Dask Jobqueue Docs: https://jobqueue.dask.org
There's a recorded version of this workshop here:
- Part 1: https://training.e-cam2020.eu/files/5d244ed9e4b0920ffce61cd4
- Part 2: https://training.e-cam2020.eu/files/5d244edde4b0920ffce62116
Depending on what type of a learner you are, you might want to learn more about Dask itself before diving in here. The https://examples.dask.org website and especially this binder with all the examplpes to be run interactively are a great place to start.
-
00_A_brief_tour_of_the_docs.ipynb : A brief overview of the Dask-Jobqueue docs and of other relevant places to get help from.
-
01_local_cluster_monte_carlo_estimate_of_pi.ipynb : A short recap of
LocalCluster
s that runs a Monte Carlo estimate of the number pi that is explained here. -
02_slurm_cluster_monte_carlo_estimate_of_pi.ipynb : An intro to a basic deployment of a
SLURMCluster
that shows hot to manually scale a cluster. -
03_tuning_adaptive_clusters.ipynb : Different ways of tuning adaptive
SLURMClusters
in order for them to automatically grow / shrink depending on the work load. -
04_resilient_clusters.ipynb : An example with a fraction of the workers disapparing suddenly that shows how Dask is resilient to disappearing workers.
-
05_cluster_size_and_distributed_IO.ipynb : An example with Dask clusters spanning different numbers of HPC cluster nodes that shows how IO bandwidth in a distributed file system increases with cluster size.
-
10_scale_out_with_numba.ipynb : An example of scaling out JIT compiled code with Numba. (WIP)
-
99_Outlook.ipynb : An outlook on things not covered in this workshop and on possible future additions to Dask and Dask-Jobqueue.
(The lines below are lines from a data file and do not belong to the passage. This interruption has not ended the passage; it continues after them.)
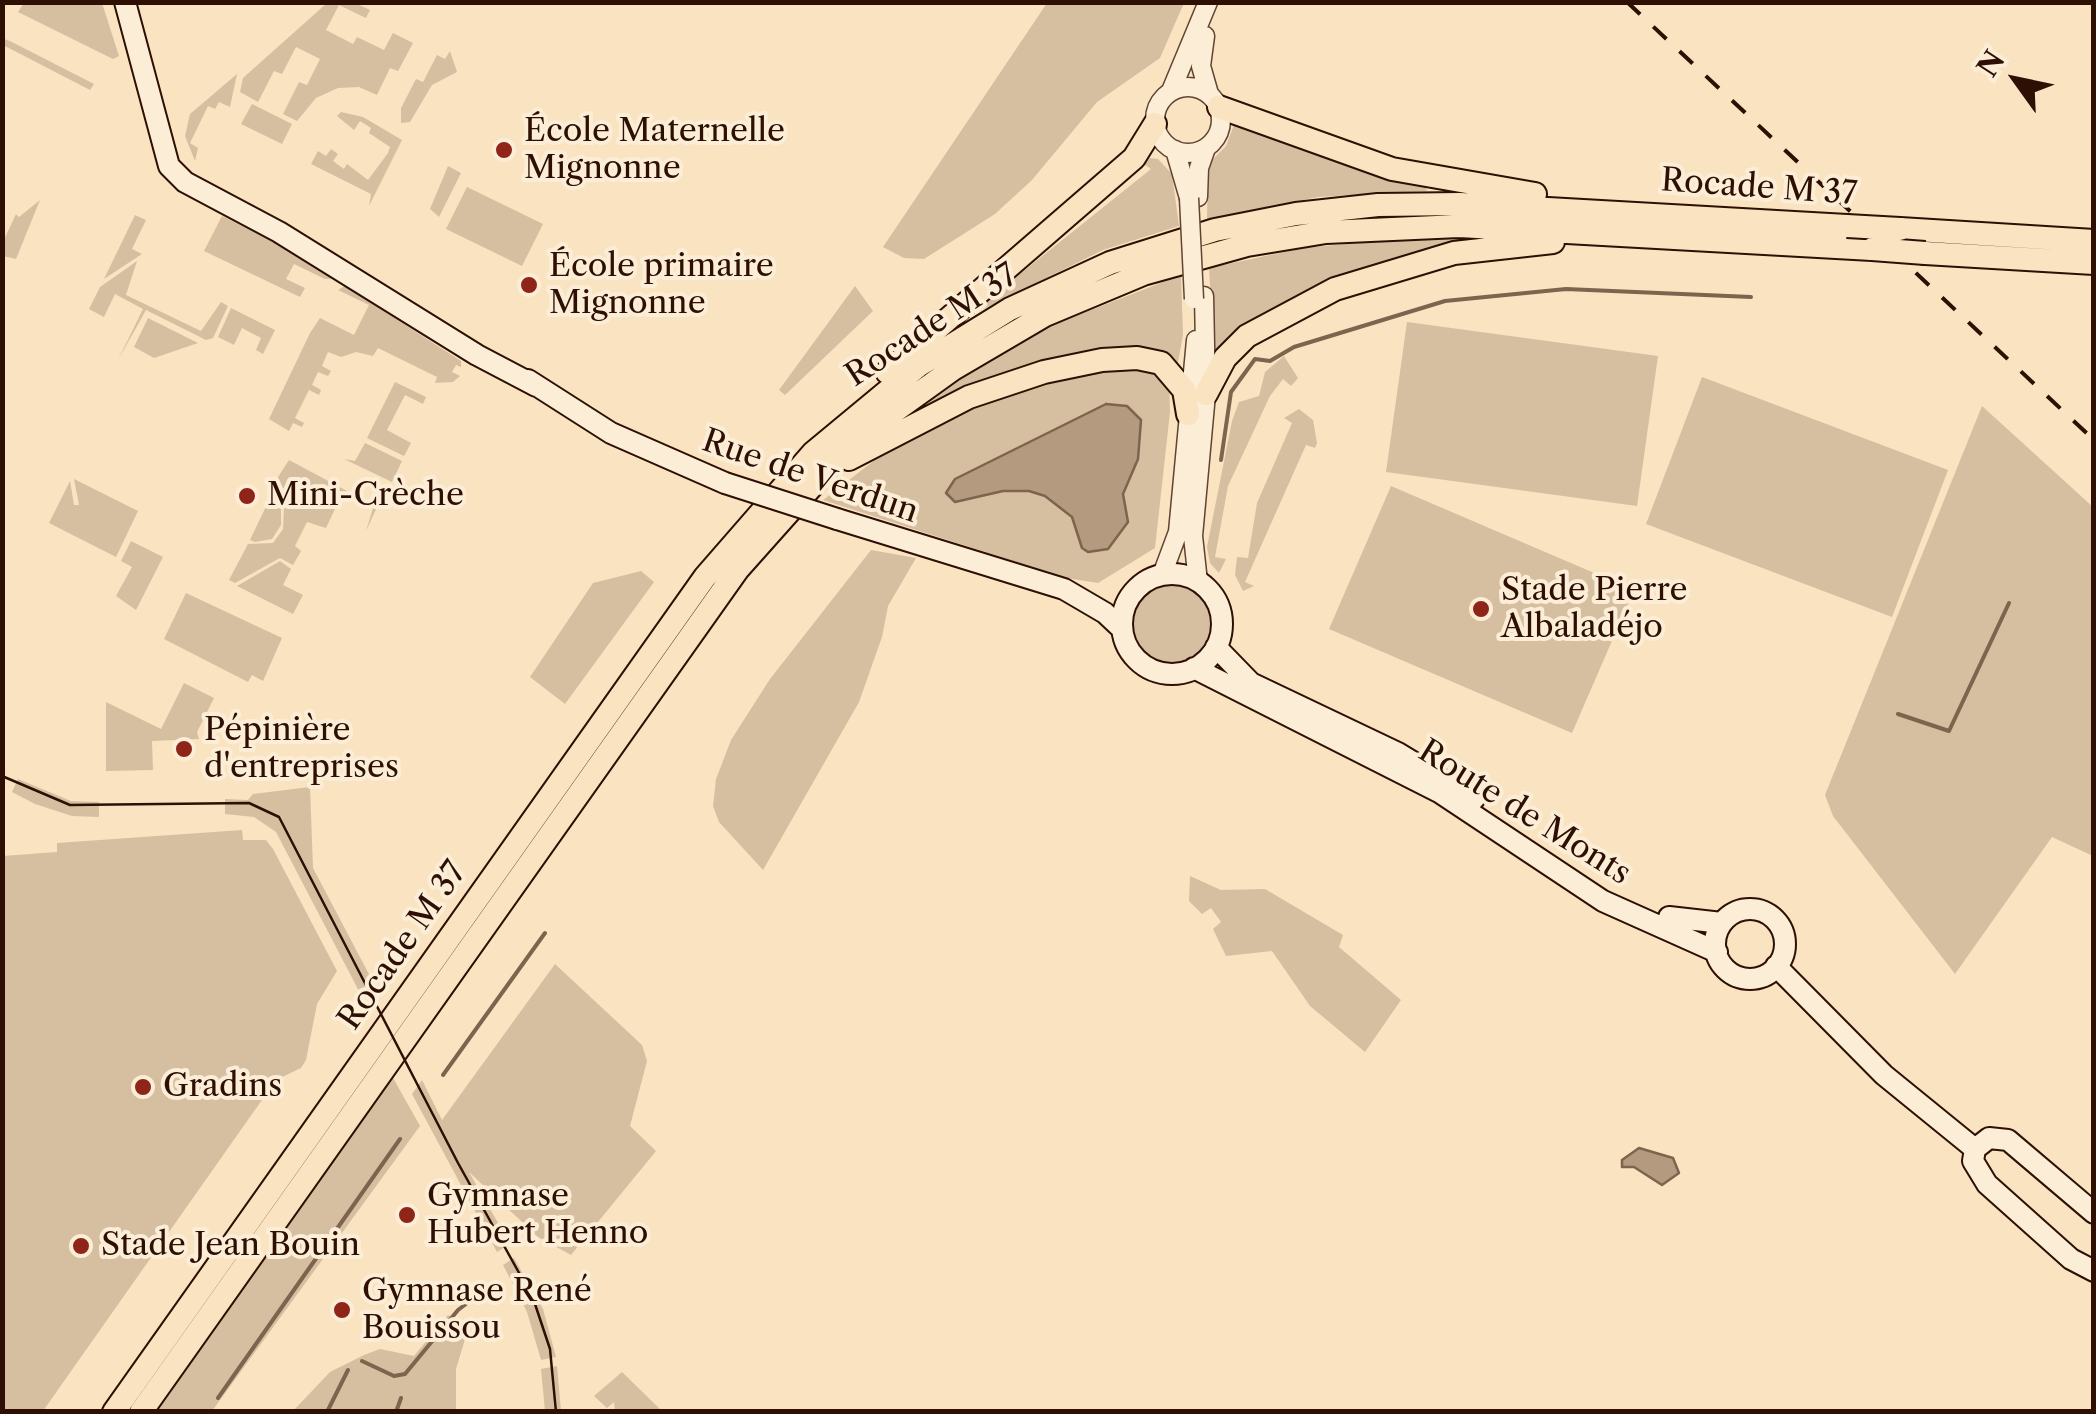 <!DOCTYPE html>
<html>
<head>
<meta charset="utf-8">
<style>
  body { margin:0 }
  #map { position:relative; width:2096px; height:1414px; overflow:hidden; background:#f9e3c0; font-family:"Libre Caslon Text",serif }
  canvas { display:block }
  .frame { position:absolute; inset:0; border:5px solid #2d0f03; pointer-events:none }
  .north { position:absolute; left:1966px; top:30px; width:100px; height:100px; -webkit-text-stroke:8px #fbedd6; paint-order:stroke; rotate:303deg; font-size:28px; font-weight:700; line-height:40px; text-align:center; color:#2d0f03 }
  .north::after { content:''; display:block; margin:auto; width:35px; height:45px; background:#2d0f03; clip-path:polygon(50% 0,100% 100%,50% 72%,0 100%) }
</style>
</head>
<body>
<div id="map">
<canvas width="2096" height="1414"></canvas>
<div class="frame"></div>
<div class="north">N</div>
</div>
<script>
const ctx = document.querySelector('canvas').getContext('2d');
ctx.lineJoin = 'round';
function fillPath(path, color) { ctx.fillStyle = color; ctx.fill(path, 'evenodd'); }
const toPath = rows => new Path2D(rows.map(r => 'M' + r).join(''));
function strokePath(path, color, width, dash) { ctx.strokeStyle = color; ctx.lineWidth = width; ctx.lineCap = dash ? 'butt' : 'round'; ctx.setLineDash(dash || []); ctx.stroke(path); }
function label(font, color, halo, rows, align = 'center') {
  ctx.font = font + ' "Libre Caslon Text",serif'; ctx.lineWidth = 8; ctx.setLineDash([]); ctx.textBaseline = 'middle'; ctx.strokeStyle = halo; ctx.fillStyle = color; for (const [text, x, y, turn = 0] of rows) {
    ctx.save(); ctx.translate(x, y); ctx.rotate((+turn || 0) * Math.PI / 180); ctx.textAlign = isNaN(turn) ? turn : align; if (halo) ctx.strokeText(text, 0, 0); ctx.fillText(text, 0, 0); ctx.restore();
  }
}
const green = toPath([
  [37,3,102,3,119,56,113,59,18,12,24,3],
  [327,3,355,3,370,10,366,18,339,5,326,30,353,44,357,37,384,50,393,33,413,43,398,71,390,68,377,95,359,87,338,88,316,98,297,121,283,114,299,82,307,85,320,59,296,47,282,74,274,71,258,102,240,92,243,78],
  [1047,3,1184,3,1160,58,1097,102,1032,180,995,214,924,259,904,258,883,247],
  [2,38,12,42,94,84,90,90,3,45],
  [450,51,457,72,432,85,410,122,401,123,401,108,416,79,423,82,437,55,445,59],
  [237,74,230,107,219,102,215,109,208,106,190,143,198,148,195,161,185,136,190,114],
  [252,104,292,124,282,144,241,124],
  [341,112,363,117,402,140,369,206,371,194,311,164,318,151,326,156,331,149,338,154,333,161,344,169,347,164,368,180,388,153,390,147,369,133,371,128,360,121,354,130,337,116],
  [1234,125,1372,175,1425,185,1427,191,1318,197,1207,219,1208,164,1226,146],
  [1150,158,1158,159,1172,174,1179,226,1103,250,965,318,1151,169,1144,164],
  [448,166,461,173,439,217,430,209],
  [467,187,543,224,522,266,446,229],
  [40,200,16,259,3,256,3,242,16,214,19,217],
  [135,215,146,220,132,249,142,254,104,279],
  [222,216,346,278,325,279,294,264,286,279,305,288,300,297,204,251],
  [1399,239,1483,239,1422,255,1214,356,1209,268,1303,248],
  [137,261,126,295,201,331,221,302,228,306,213,338,206,340,146,310,118,360,143,309,115,294,104,317,89,309,100,287],
  [1181,275,1183,335,1177,368,1065,356,1012,371,912,411,993,357,1058,323],
  [345,286,461,361,461,367,456,365,452,372,460,376,453,382,435,383,437,377,378,348,373,356,356,352,341,357,328,352,322,366,331,371,328,376,318,372,312,385,321,390,319,395,309,390,295,418,304,423,302,427,293,423,289,431,269,419,310,333,320,318,354,335,369,305,338,290],
  [855,286,873,311,785,395,779,390],
  [231,308,275,330,263,354,256,350,261,338,242,328,234,345,218,337],
  [148,318,198,343,154,358,134,347],
  [1407,322,1658,356,1637,506,1386,472],
  [1284,356,1298,378,1291,386,1283,379,1270,396,1228,486,1215,557,1226,559,1219,573,1210,563,1207,547,1232,421,1239,402,1259,396,1265,372],
  [1137,365,1169,382,1170,412,1155,548,1098,583,1066,578,823,500,889,449,952,413,1067,374],
  [1702,377,1948,470,1892,617,1646,524],
  [395,382,426,397,423,404,405,395,387,430,411,443,404,456,367,438],
  [1982,406,2093,507,2093,856,2052,837,1955,974,1833,816,1825,795],
  [1299,409,1313,420,1317,443,1315,448,1306,445,1245,582,1254,586,1243,591,1235,575,1237,557,1248,558,1257,503,1292,423,1284,418],
  [365,443,402,461,392,482,344,459,355,461],
  [289,460,377,507,366,531,373,508,342,494,326,528,307,522,295,546,301,551,293,565,280,558,235,583,229,580,248,544,273,543,283,529,284,507,269,491],
  [74,479,138,511,116,557,49,523,70,481,74,505,79,505],
  [1391,486,1634,590,1572,733,1329,629],
  [271,496,281,509,281,525,272,539,255,542,250,540],
  [131,541,163,557,136,610,116,596,132,567,121,561],
  [871,550,916,558,888,606,882,637,859,702,763,870,719,822,713,806,716,779,731,740,770,679],
  [280,561,291,569,283,585,303,595,293,614,237,586],
  [641,571,654,582,565,704,530,677,593,583],
  '1130 624a41 41 0 1 1 82 0a41 41 0 1 1-82 0Z',
  [186,593,282,638,263,681,252,675,248,682,164,639],
  [184,683,214,698,197,732,199,739,152,741,153,770,106,771,106,702,161,729],
  [18,779,71,801,99,802,99,817,72,816,35,804,12,792],
  [310,787,313,868,371,978,360,993,276,832,254,817,225,814,225,799,248,800,253,794],
  [242,830,243,840,266,840,273,849,337,971,317,1004,306,1060,301,1068,276,1080,43,1411,3,1411,3,856,57,852,57,843],
  [1190,876,1221,890,1265,889,1343,935,1339,947,1401,1000,1365,1052,1310,1006,1272,951,1226,956,1213,929,1221,922,1211,908,1202,914,1189,901],
  [555,964,642,1045,647,1061,630,1126,656,1151,571,1255,538,1237,469,1172,510,1244,497,1252,412,1094,422,1080,442,1120],
  [392,1076,420,1126,212,1411,157,1412],
  [514,1258,543,1309,556,1357,541,1360,527,1312,503,1265],
  [448,1315,461,1322,466,1336,456,1369,456,1411,293,1411,330,1372,364,1355,380,1349,414,1356],
  [557,1366,561,1411,545,1411,541,1369],
  [622,1372,662,1411,615,1411,614,1402,607,1408,594,1396]
]);
const water = toPath([
  [1106,404,1127,406,1141,420,1138,459,1123,494,1128,522,1108,549,1088,552,1082,548,1072,517,1045,496,1029,491,1003,491,955,502,946,493,955,479,1106,404],
  [1639,1148,1673,1158,1679,1173,1662,1185,1634,1167,1622,1167,1622,1160,1639,1148]
]);
const stream = toPath([
  [1231,392,1255,359,1270,361,1294,347,1445,301,1566,289,1751,297],
  [1221,460,1231,392],
  [1898,714,1949,731,2009,603],
  [443,1075,545,933],
  [362,1361,394,1376,405,1374,458,1310,487,1288],
  [218,1398,400,1139],
  [327,1412,348,1370],
  [396,1412,401,1398]
]);
const tertiary = toPath([
  [1205,36,1201,66,1209,94],
  '1155 120a33 33 0 1 1 66 0a33 33 0 1 1-66 0Z',
  [1171,91,1208,2],
  [1175,150,1189,198],
  [1198,197,1199,168,1206,148],
  [1162,575,1178,532,1196,340],
  [1198,582,1193,536,1206,394,1204,296]
]);
const secondary = toPath([
  [125,2,169,166,185,182,279,232,477,355,536,386],
  [528,380,611,433,725,483],
  [837,519,1064,589,1105,613,1122,629],
  '1122 624a50 50 0 1 1 100 0a50 50 0 1 1-100 0Z',
  [1216,647,1251,683,1398,753,1474,799],
  [1194,668,1439,792,1603,901,1717,952],
  '1715 944a35 35 0 1 1 70 0a35 35 0 1 1-70 0Z',
  [1669,917,1722,923],
  [1776,966,1884,1075,1975,1149],
  [2094,1213,2008,1140,1989,1138,1975,1149,1973,1161,1987,1184,2071,1259,2094,1271]
]);
const trunk = toPath([
  [1219,107,1392,169,1535,194],
  [1900,229,2094,241],
  [1925,253,2094,263],
  [887,372,1134,158,1155,124],
  [1206,394,1225,358,1247,336,1335,289,1454,253,1553,242],
  [849,459,969,397,1044,372,1102,360,1137,358,1161,363,1184,390,1188,414],
  [114,1412,705,577,813,453,918,366,1010,309,1110,263,1215,230,1296,214,1378,205,1460,204,1847,226],
  [141,1412,738,569,828,468,889,415,953,369,1045,315,1143,274,1247,245,1326,232,1459,226,1872,249]
]);
const tram = toPath([
  [2,776,70,805,249,803,279,817,458,1163,533,1298,550,1349,556,1412]
]);
const rail = toPath([
  [1627,2,2094,440]
]);
const tertiaryBridge = toPath([
  [1189,198,1194,299]
]);
const secondaryBridge = toPath([
  [725,483,837,519]
]);
const trunkBridge = toPath([
  [1847,226,1900,229],
  [1872,249,1925,253]
]);
const markers = [
  [504,150,10,"#8f2418"],
  [529,285,10,"#8f2418"],
  [247,496,10,"#8f2418"],
  [1481,609,10,"#8f2418"],
  [184,749,10,"#8f2418"],
  [143,1087,10,"#8f2418"],
  [407,1215,10,"#8f2418"],
  [81,1246,10,"#8f2418"],
  [342,1310,10,"#8f2418"]
];
const poiNames = [
  ["École Maternelle",524,132],
  ["Mignonne",524,169],
  ["École primaire",549,267],
  ["Mignonne",549,304],
  ["Mini-Crèche",267,496],
  ["Stade Pierre",1501,591],
  ["Albaladéjo",1501,628],
  ["Pépinière",204,731],
  ["d'entreprises",204,768],
  ["Gradins",163,1087],
  ["Gymnase",427,1197],
  ["Hubert Henno",427,1234],
  ["Stade Jean Bouin",101,1246],
  ["Gymnase René",362,1292],
  ["Bouissou",362,1329]
];
const streetNames = [
  ["Rocade M 37",1759,188,4],
  ["Rocade M 37",932,326,-33],
  ["Rue de Verdun",810,477,19],
  ["Route de Monts",1524,813,32],
  ["Rocade M 37",403,946,-55]
];
fillPath(green, '#d6bfa0');
fillPath(water, '#b49b80');
strokePath(water, '#7e634e', 2.5);
strokePath(stream, '#7e634e', 4);
strokePath(tertiary, '#604432', 21);
strokePath(secondary, '#2d0f03', 24);
strokePath(trunk, '#2d0f03', 26);
strokePath(tertiary, '#fbedd6', 18);
strokePath(secondary, '#fbedd6', 20);
strokePath(trunk, '#f9e3c0', 22);
strokePath(tram, '#2d0f03', 2.5);
strokePath(rail, '#2d0f03', 4, [18, 18]);
strokePath(tertiaryBridge, '#604432', 21, []);
strokePath(secondaryBridge, '#2d0f03', 24, []);
strokePath(trunkBridge, '#2d0f03', 26, []);
strokePath(tertiaryBridge, '#fbedd6', 18);
strokePath(secondaryBridge, '#fbedd6', 20);
strokePath(trunkBridge, '#f9e3c0', 22);
for (const [x, y, r, color] of markers) { const dot = new Path2D(); dot.arc(x, y, r, 0, 2 * Math.PI); ctx.fillStyle = color; ctx.fill(dot); strokePath(dot, '#fbedd6', 4); }
label('32px', '#2d0f03', '#fbedd6', poiNames, 'left');
label('32px', '#2d0f03', '#fbedd6', streetNames);
</script>
</body>
</html>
This workshop uses Jupyter Notebooks for all hands-on computations. To start working, please ask your cluster admins if they already offer a way of using Jupyter on their machine and what is the best way to use / install Python packages on their system.
If they cannot help, you can find info on how to set up and use a basic Python installation on HPC systems with Miniconda here: https://git.geomar.de/python/jupyter_on_HPC_setup_guide
An environment containing all dependencies necessary to follow the workshop, is defined in environment.yaml.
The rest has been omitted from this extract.